Drop the pictures and restate the rest of the listing word for word.

Segment Start: Task material

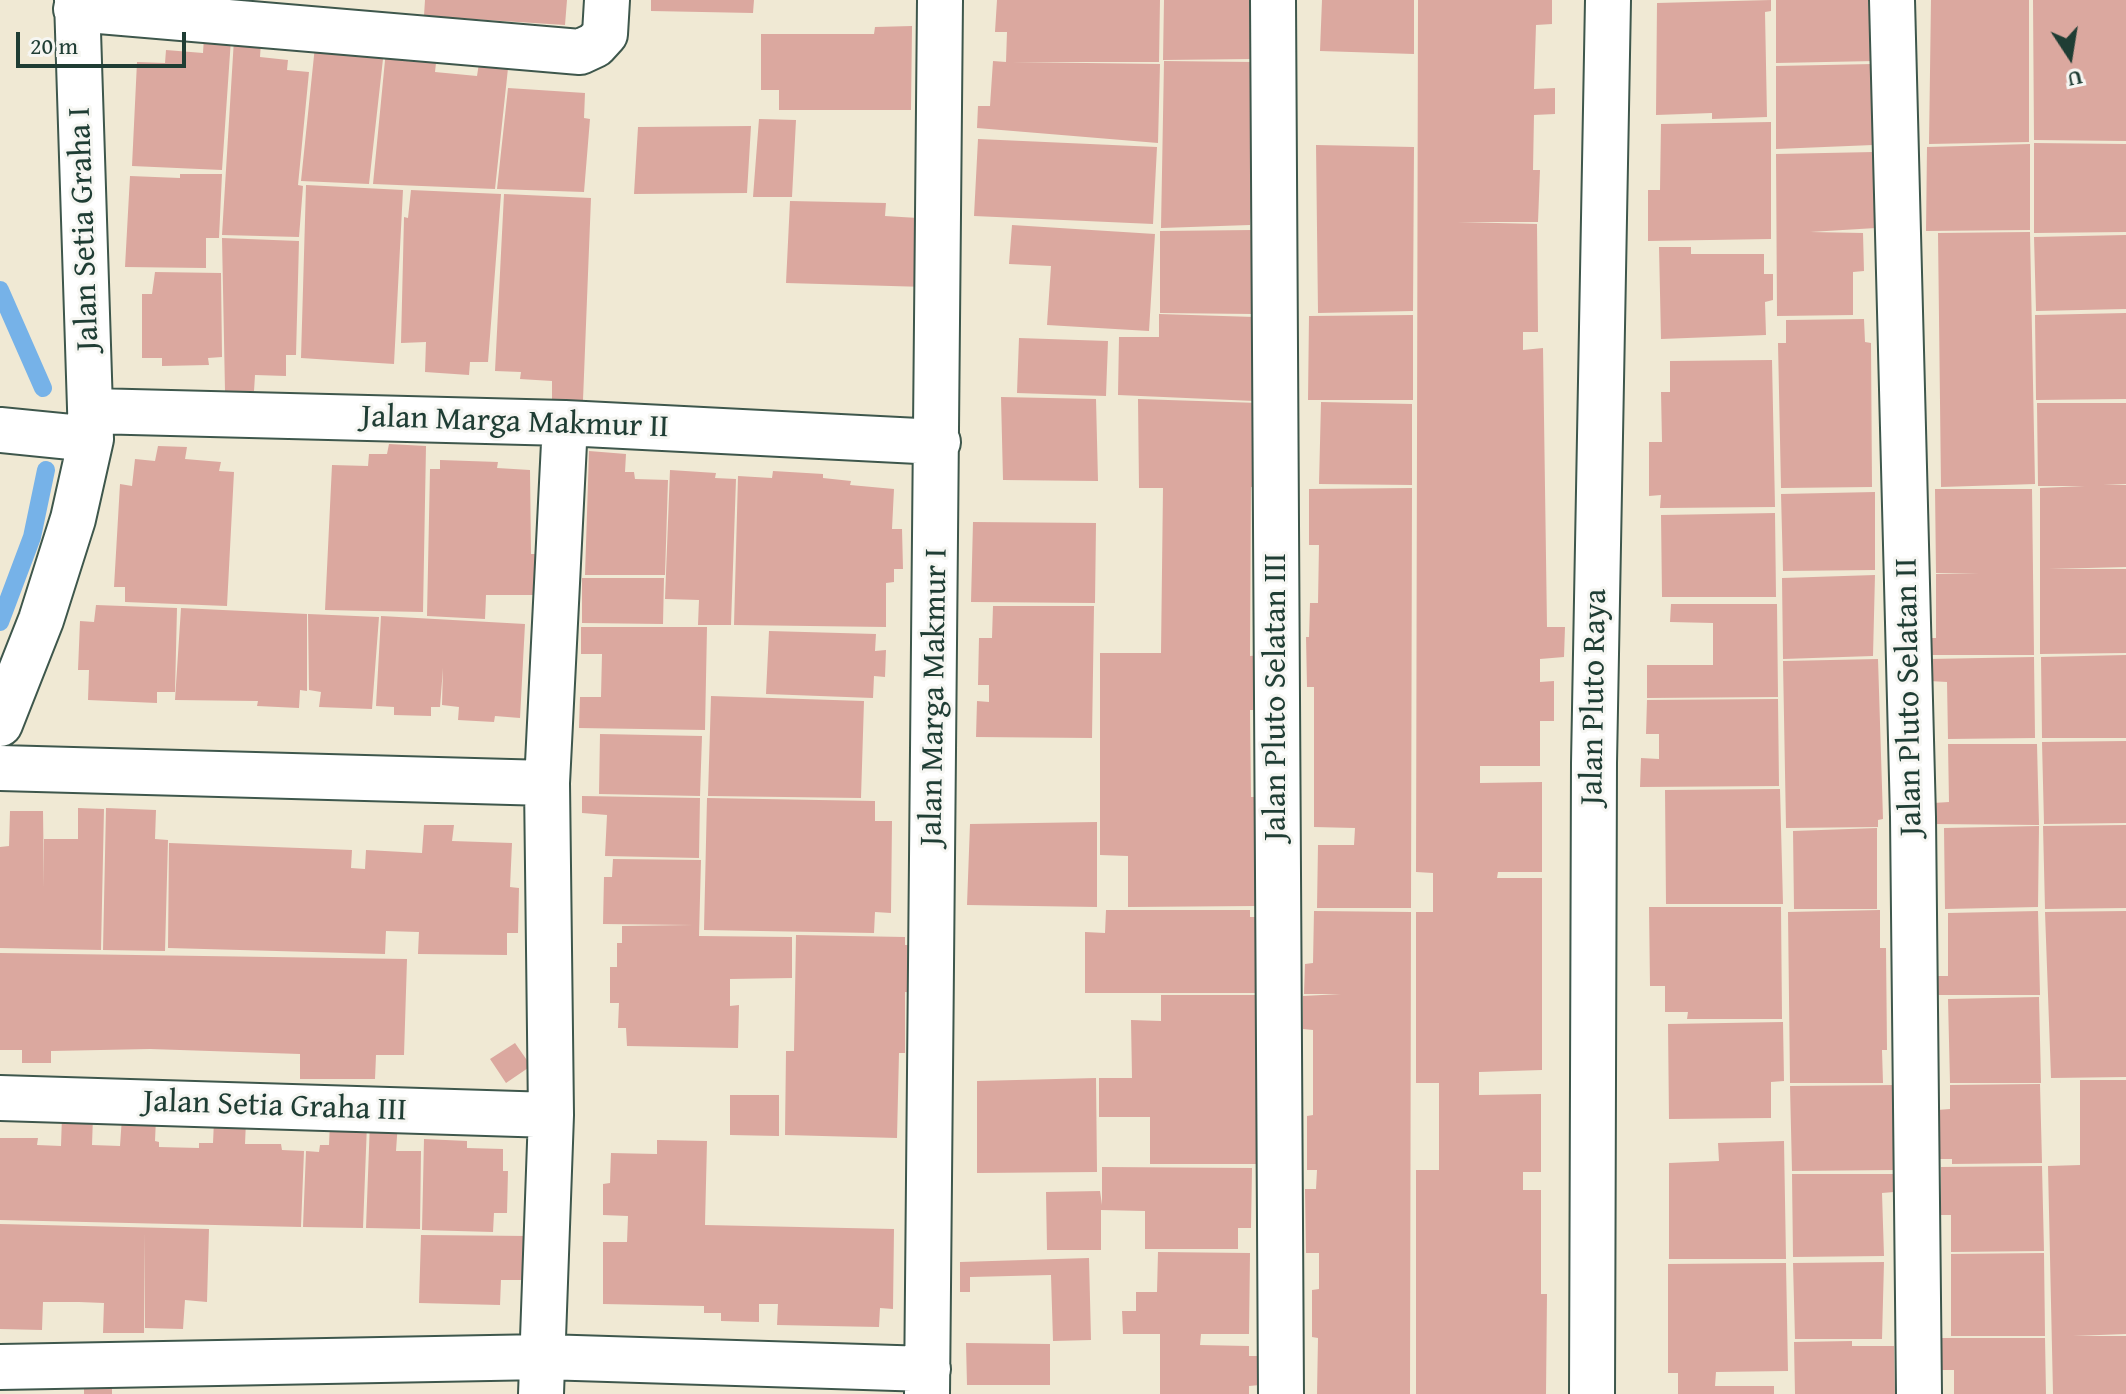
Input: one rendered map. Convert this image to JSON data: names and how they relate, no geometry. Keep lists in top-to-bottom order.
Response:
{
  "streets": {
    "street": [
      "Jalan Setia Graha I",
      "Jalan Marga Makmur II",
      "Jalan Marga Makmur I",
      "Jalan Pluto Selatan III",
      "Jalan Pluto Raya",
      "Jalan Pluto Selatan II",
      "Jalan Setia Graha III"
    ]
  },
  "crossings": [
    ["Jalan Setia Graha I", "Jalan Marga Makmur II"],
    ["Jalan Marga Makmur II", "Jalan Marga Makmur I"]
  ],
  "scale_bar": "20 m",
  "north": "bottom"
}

Segment End: Task material

(Task result)
Input: one rendered map. Convert this image to JSON data: names and how they relate, no geometry. Keep lists in top-to-bottom order.
Response:
{
  "streets": {
    "street": [
      "Jalan Setia Graha I",
      "Jalan Marga Makmur II",
      "Jalan Marga Makmur I",
      "Jalan Pluto Selatan III",
      "Jalan Pluto Raya",
      "Jalan Pluto Selatan II",
      "Jalan Setia Graha III"
    ]
  },
  "crossings": [
    ["Jalan Setia Graha I", "Jalan Marga Makmur II"],
    ["Jalan Marga Makmur II", "Jalan Marga Makmur I"]
  ],
  "scale_bar": "20 m",
  "north": "bottom"
}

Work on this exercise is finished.